La prima volta che sono tornata a casa, Emma pensava fosse un gioco. 

Non toccarmi amore, devo togliere i vestiti. 

Lei si è messa a ridere, ha fatto finta di rincorrermi e poi è tornata a giocare. È stato così anche per noi medici, all’inizio. Ci guardavamo come compagni di un gioco da grandi, ansiosi di capire quali fossero le mosse degli altri.

Ma tu in ambulatorio metti la mascherina?

I parenti li lasci entrare? Dai, mica si può tenerli fuori.

In mensa com’è, si può entrare in tutino? 

La forza della normalità prevaleva sull’idea del cambiamento. C’erano, i pensieri spinosi, ma raramente li lasciavamo affiorare.

Dicono che a Lodi hanno finito i letti.

Oramai vanno a prendere solo quelli che non respirano, cosa vuoi, non c’è posto per tutti.

Dobbiamo ancora vedere il peggio.

Se non si decidono a chiudere tutto è la fine. 

In quel momento immaginare le bambine a casa era un sollievo. L’unico pericolo per loro eravamo noi genitori. Allora ho tolto quello che potevo: la collana, la fede, gli anelli. Lasciavo la borsa e il cappotto in macchina, le scarpe fuori dalla porta, il cellulare in un sacchetto di plastica. Quando entravo toccavo con il gomito la maniglia e trattenevo il fiato per non farmi sentire. Puntualmente me le trovavo davanti, saltellanti, in attesa del loro abbraccio.

A un certo punto Emma ha smesso di trovarlo divertente. Aprivo la porta e lei scoppiava a piangere, mi rincorreva e protestava. Io alzavo la voce e mi rinchiudevo in bagno. Sotto alla doccia lavavo tracce invisibili, senza riuscire a sentirmi mai davvero pulita. 

Quello è stato il momento della paura, delle mani che sanguinavano sotto al disinfettante, delle strade vuote, dei paesaggi spettrali. È stato il momento in cui l’ospedale si è trasformato: i corridoi deserti, i bar chiusi, noi nascosti dietro all’odore di plastica delle mascherine. Ho smesso di usare il profumo, mi sembrava non avesse più senso. 

Tanti pensieri, troppi, di quelli che ti svegliano la notte e non ti lasciano dormire. Uno, sopra tutti.

Non ce la faccio.

Non ce la faccio come medico. Non ho abbastanza coraggio, e tutto quello che so in questo momento non serve a niente.

Non ce la faccio come mamma. Non sono presente neanche quando ci sono, mi perdo per strada i compiti, gli avvisi e le lezioni.

È stata Emma a insegnarmi come si fa.

Una sera sono tornata a casa, e lei mi aspettava davanti alla porta. Ero pronta a sgridarla, ma si è allontanata.

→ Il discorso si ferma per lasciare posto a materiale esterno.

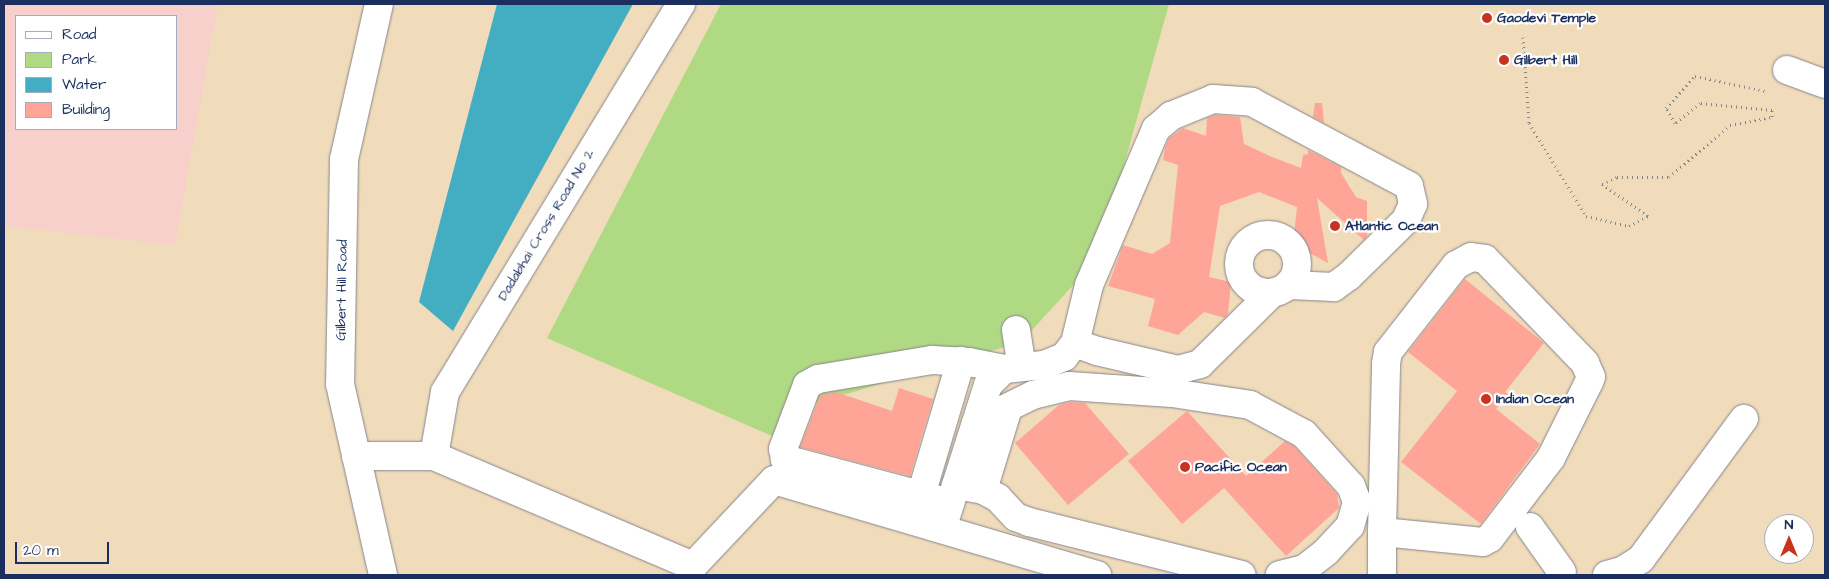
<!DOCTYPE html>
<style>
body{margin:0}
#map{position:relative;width:1829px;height:579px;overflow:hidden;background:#f0dbba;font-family:"Architects Daughter",sans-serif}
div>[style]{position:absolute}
.built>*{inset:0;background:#f7d0cc}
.green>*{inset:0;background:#b0d984}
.water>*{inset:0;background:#43aec1}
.building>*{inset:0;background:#ffa598}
.path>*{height:3px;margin-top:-1.5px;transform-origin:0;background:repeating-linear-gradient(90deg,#86858c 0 1px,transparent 0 5px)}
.roads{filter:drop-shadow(0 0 1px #86858c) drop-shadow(0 0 1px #86858c)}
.minor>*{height:28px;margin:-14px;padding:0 14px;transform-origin:14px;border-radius:14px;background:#fff}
.minor>.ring{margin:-14px;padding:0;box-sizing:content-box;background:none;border:28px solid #fff;border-radius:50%}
.tertiary>*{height:28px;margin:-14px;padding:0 14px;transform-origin:14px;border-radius:14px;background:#fff}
.dots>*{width:14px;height:14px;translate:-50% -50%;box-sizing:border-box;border:2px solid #fff;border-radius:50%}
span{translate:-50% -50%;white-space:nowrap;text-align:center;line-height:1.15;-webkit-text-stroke:4.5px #fff;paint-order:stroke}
.poi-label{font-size:14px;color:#1b2f5e;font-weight:700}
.left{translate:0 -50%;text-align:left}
.street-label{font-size:14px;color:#1b2f5e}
.frame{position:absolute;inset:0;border:5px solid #1b2f5e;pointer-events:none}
.legend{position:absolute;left:15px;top:15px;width:162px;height:115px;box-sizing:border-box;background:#fff;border:1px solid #a4acbf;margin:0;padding:6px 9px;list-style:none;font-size:15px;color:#1b2f5e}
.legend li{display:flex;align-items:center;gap:10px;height:25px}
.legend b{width:25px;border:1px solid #a4acbf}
.north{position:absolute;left:1764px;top:514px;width:50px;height:50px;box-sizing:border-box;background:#fff;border:1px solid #a4acbf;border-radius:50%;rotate:0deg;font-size:14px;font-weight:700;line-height:20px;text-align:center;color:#1b2f5e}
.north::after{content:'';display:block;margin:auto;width:18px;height:22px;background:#c8321e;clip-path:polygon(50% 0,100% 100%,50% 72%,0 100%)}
.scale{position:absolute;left:15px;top:542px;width:94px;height:22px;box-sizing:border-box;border:2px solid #1b2f5e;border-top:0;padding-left:6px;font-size:15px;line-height:18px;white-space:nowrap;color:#1b2f5e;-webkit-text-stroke:4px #fff;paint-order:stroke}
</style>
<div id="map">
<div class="built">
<div style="clip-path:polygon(evenodd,4px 4px,218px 4px,175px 245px,4px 226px,4px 4px,16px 16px,176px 16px,176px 129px,16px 129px,16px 16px)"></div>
</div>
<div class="green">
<div style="clip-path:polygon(721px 4px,1169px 4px,1098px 258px,1021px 342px,793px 410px,779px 439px,547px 338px)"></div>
</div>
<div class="water">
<div style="clip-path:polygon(497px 4px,633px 4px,453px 331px,419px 302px)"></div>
</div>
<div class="building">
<div style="clip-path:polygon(1315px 103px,1322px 103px,1324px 123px,1313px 117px)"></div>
<div style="clip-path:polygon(1215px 115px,1240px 117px,1244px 144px,1272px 157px,1301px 168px,1303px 155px,1308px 154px,1308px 150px,1341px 167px,1341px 173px,1356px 197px,1367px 201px,1367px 236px,1364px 240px,1317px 198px,1328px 263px,1293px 244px,1297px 207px,1259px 192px,1220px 206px,1209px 277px,1231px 282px,1228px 314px,1225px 318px,1204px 312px,1178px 335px,1148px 326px,1155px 299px,1108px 286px,1123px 245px,1152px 254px,1170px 243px,1178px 165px,1163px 160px,1165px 148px,1169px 138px,1183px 128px,1206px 136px,1207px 118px)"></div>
<div style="clip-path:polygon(1465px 279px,1544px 343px,1505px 392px,1508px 394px,1496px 409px,1540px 444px,1481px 524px,1401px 462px,1457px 391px,1408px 352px)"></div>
<div style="clip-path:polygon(899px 388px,933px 399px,910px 476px,800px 447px,820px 396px,836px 392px,892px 411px)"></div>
<div style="clip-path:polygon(1070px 402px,1085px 403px,1129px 454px,1068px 505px,1015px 443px,1059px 405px)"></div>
<div style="clip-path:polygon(1187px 411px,1246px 476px,1285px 441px,1294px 446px,1337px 494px,1339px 508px,1286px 556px,1224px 488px,1182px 524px,1128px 461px)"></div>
</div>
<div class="path">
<div style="left:1523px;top:37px;width:86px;rotate:86deg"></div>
<div style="left:1529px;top:123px;width:109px;rotate:58.5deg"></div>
<div style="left:1586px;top:216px;width:44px;rotate:13.1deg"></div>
<div style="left:1629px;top:226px;width:21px;rotate:-28deg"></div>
<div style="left:1648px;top:216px;width:56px;rotate:-145.2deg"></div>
<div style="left:1602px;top:184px;width:17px;rotate:-25deg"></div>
<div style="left:1617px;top:177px;width:52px"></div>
<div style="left:1669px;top:177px;width:80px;rotate:-40.4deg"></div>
<div style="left:1730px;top:125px;width:43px;rotate:-10.8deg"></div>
<div style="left:1772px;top:117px;width:7px;rotate:-90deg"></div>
<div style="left:1772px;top:110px;width:72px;rotate:-174.4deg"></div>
<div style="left:1700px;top:103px;width:32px;rotate:141deg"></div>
<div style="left:1675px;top:123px;width:17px;rotate:-121deg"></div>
<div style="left:1666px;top:108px;width:43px;rotate:-47.8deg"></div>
<div style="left:1695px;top:76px;width:72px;rotate:12.1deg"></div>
</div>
<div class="roads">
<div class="minor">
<div style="left:379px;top:4px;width:159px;rotate:102.7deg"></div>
<div style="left:344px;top:159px;width:225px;rotate:91deg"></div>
<div style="left:340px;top:384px;width:196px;rotate:77.3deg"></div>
<div style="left:1787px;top:70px;width:40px;rotate:20.2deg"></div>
<div class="ring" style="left:1239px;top:235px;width:30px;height:30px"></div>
<div style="left:1016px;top:330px;width:37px;rotate:81deg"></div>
<div style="left:1075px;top:343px;width:60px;rotate:-76.4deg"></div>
<div style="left:1089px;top:285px;width:170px;rotate:-66.8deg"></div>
<div style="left:1156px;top:129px;width:20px;rotate:-41deg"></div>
<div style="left:1171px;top:116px;width:45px;rotate:-22deg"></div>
<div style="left:1213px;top:99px;width:39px;rotate:4deg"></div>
<div style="left:1252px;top:102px;width:178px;rotate:28.1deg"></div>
<div style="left:1409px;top:186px;width:18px;rotate:77deg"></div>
<div style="left:1413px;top:204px;width:17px;rotate:114deg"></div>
<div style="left:1406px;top:220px;width:80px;rotate:135.5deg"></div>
<div style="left:1349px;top:276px;width:19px;rotate:144deg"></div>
<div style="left:1334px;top:287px;width:45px;rotate:-177.5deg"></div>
<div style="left:976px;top:423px;width:64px;rotate:-26.2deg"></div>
<div style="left:1033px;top:395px;width:37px;rotate:-14deg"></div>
<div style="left:1069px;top:386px;width:103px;rotate:3.9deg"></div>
<div style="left:1172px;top:393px;width:79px;rotate:8.7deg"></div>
<div style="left:1250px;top:405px;width:61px;rotate:28.2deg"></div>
<div style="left:1304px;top:434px;width:70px;rotate:47.9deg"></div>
<div style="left:1351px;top:486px;width:17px;rotate:69deg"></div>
<div style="left:1357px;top:502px;width:25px;rotate:106deg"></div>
<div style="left:1350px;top:526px;width:35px;rotate:133deg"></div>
<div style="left:1326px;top:552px;width:28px;rotate:142deg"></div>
<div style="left:1304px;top:569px;width:25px;rotate:166deg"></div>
<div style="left:356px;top:456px;width:78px"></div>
<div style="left:956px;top:485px;width:27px;rotate:10deg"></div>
<div style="left:983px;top:490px;width:17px;rotate:28deg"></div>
<div style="left:998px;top:498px;width:26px;rotate:47deg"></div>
<div style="left:1016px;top:517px;width:14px;rotate:21deg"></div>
<div style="left:1029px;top:522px;width:219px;rotate:14deg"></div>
<div style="left:983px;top:490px;width:86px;rotate:-73deg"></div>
<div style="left:921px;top:495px;width:140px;rotate:-73.4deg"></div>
<div style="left:950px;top:503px;width:171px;rotate:-165.1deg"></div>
<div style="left:785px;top:459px;width:10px;rotate:-101deg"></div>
<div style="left:783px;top:449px;width:68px;rotate:-69.4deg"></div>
<div style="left:807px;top:385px;width:13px;rotate:-29deg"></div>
<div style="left:818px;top:379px;width:116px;rotate:-9.5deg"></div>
<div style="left:932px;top:360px;width:37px;rotate:3deg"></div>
<div style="left:969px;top:362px;width:36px;rotate:11deg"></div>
<div style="left:1530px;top:527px;width:55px;rotate:54.6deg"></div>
<div style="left:942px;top:529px;width:151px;rotate:-72.3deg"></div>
<div style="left:988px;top:385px;width:23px;rotate:-45deg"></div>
<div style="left:1004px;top:369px;width:40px;rotate:-5.7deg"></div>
<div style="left:1044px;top:365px;width:22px;rotate:-22deg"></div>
<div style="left:1064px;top:357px;width:18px;rotate:-52deg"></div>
<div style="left:1075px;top:343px;width:23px;rotate:20deg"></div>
<div style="left:1097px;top:351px;width:83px;rotate:13.2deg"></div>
<div style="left:1178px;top:370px;width:23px;rotate:-15deg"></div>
<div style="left:1200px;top:364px;width:101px;rotate:-44.6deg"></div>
<div style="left:1382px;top:575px;width:43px;rotate:-90deg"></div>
<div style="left:1382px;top:532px;width:168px;rotate:-88.6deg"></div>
<div style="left:1386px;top:364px;width:12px;rotate:-81deg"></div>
<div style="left:1388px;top:352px;width:110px;rotate:-52deg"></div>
<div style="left:1456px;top:265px;width:17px;rotate:-28deg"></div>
<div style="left:1471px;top:257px;width:14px;rotate:8deg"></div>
<div style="left:1485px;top:259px;width:144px;rotate:46.1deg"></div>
<div style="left:1585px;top:363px;width:15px;rotate:67deg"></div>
<div style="left:1591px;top:377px;width:5px;rotate:112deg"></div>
<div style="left:1589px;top:382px;width:85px;rotate:116.6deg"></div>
<div style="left:1551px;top:458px;width:101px;rotate:127.3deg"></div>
<div style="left:1490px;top:538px;width:8px;rotate:150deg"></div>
<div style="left:1483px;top:542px;width:101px;rotate:-174.3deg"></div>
<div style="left:1607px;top:575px;width:16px;rotate:-15deg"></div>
<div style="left:1622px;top:571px;width:22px;rotate:-32deg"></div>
<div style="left:1641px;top:559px;width:174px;rotate:-53.7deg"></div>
</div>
<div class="tertiary">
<div style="left:681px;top:4px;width:454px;rotate:121.3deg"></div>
<div style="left:445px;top:392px;width:65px;rotate:99.8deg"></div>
<div style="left:434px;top:456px;width:281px;rotate:23deg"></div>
<div style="left:693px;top:566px;width:118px;rotate:-46.7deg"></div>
<div style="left:774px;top:480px;width:337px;rotate:16.4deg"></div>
</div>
</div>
<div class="dots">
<div style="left:1487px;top:18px;background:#c8321e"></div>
<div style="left:1504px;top:60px;background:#c8321e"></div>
<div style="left:1335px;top:226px;background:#c8321e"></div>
<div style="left:1486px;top:399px;background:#c8321e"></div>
<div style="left:1185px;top:467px;background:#c8321e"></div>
</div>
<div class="poi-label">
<span class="left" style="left:1497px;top:18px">Gaodevi Temple</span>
<span class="left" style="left:1514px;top:60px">Gilbert Hill</span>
<span class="left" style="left:1345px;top:226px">Atlantic Ocean</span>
<span class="left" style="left:1496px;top:399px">Indian Ocean</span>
<span class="left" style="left:1195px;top:467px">Pacific Ocean</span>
</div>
<div class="street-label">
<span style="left:546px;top:225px;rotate:-59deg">Dadabhai Cross Road No 2</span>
<span style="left:342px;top:290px;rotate:-89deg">Gilbert Hill Road</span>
</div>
<div class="frame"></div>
<ul class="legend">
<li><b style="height:6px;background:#fff"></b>Road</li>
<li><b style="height:14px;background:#b0d984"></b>Park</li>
<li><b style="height:14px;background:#43aec1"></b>Water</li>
<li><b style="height:14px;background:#ffa598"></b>Building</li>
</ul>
<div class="north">N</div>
<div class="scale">20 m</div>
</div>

Mi ha guardato da lontano con gli occhi che ridevano, ha preso tutto il suo entusiasmo e l’ha messo in un bacio. Un beso volador, come lo chiama lei. Da allora ogni volta che torno mi riempie di baci volanti, me ne manda dieci, venti, a seconda di quanto è felice. Poi aspetta sul divano che possa finalmente abbracciarla. 

Non è che la paura sia passata, anzi. Ma ho ricominciato a mettere il profumo. Se riesco a sentire i baci di Emma sulla pelle, posso respirare anche l’Acqua di Giò sotto alla mascherina. 

Posso farcela, forse, semplicemente. Magari non come vorrei, ma in qualche modo che un po’ ci assomiglia.

C’è una bandiera italiana fuori da un negozio di fiori, nel paese che attraverso per andare al lavoro. Le serrande chiuse, a rispettare i morti. E un piccolo tricolore, sempre fisso alle pareti. 

Il negozio sarà vuoto da tempo, eppure ogni volta che ci passo davanti riesco a vedere i fiori oltre la saracinesca abbassata, sento l’odore della terra nei vasi, i colori della primavera sugli scaffali.

Ecco, io le immagino così, tutte le mamme medico in questo momento. Chiuse dietro a una divisa ospedaliera, con un vuoto dentro che riempiono di fiori invisibili, per dare il meglio che possono, al lavoro e ai propri figli. Fuori solo una bandiera, discreta ma tenace, che è il segno del coraggio di cui sono capaci.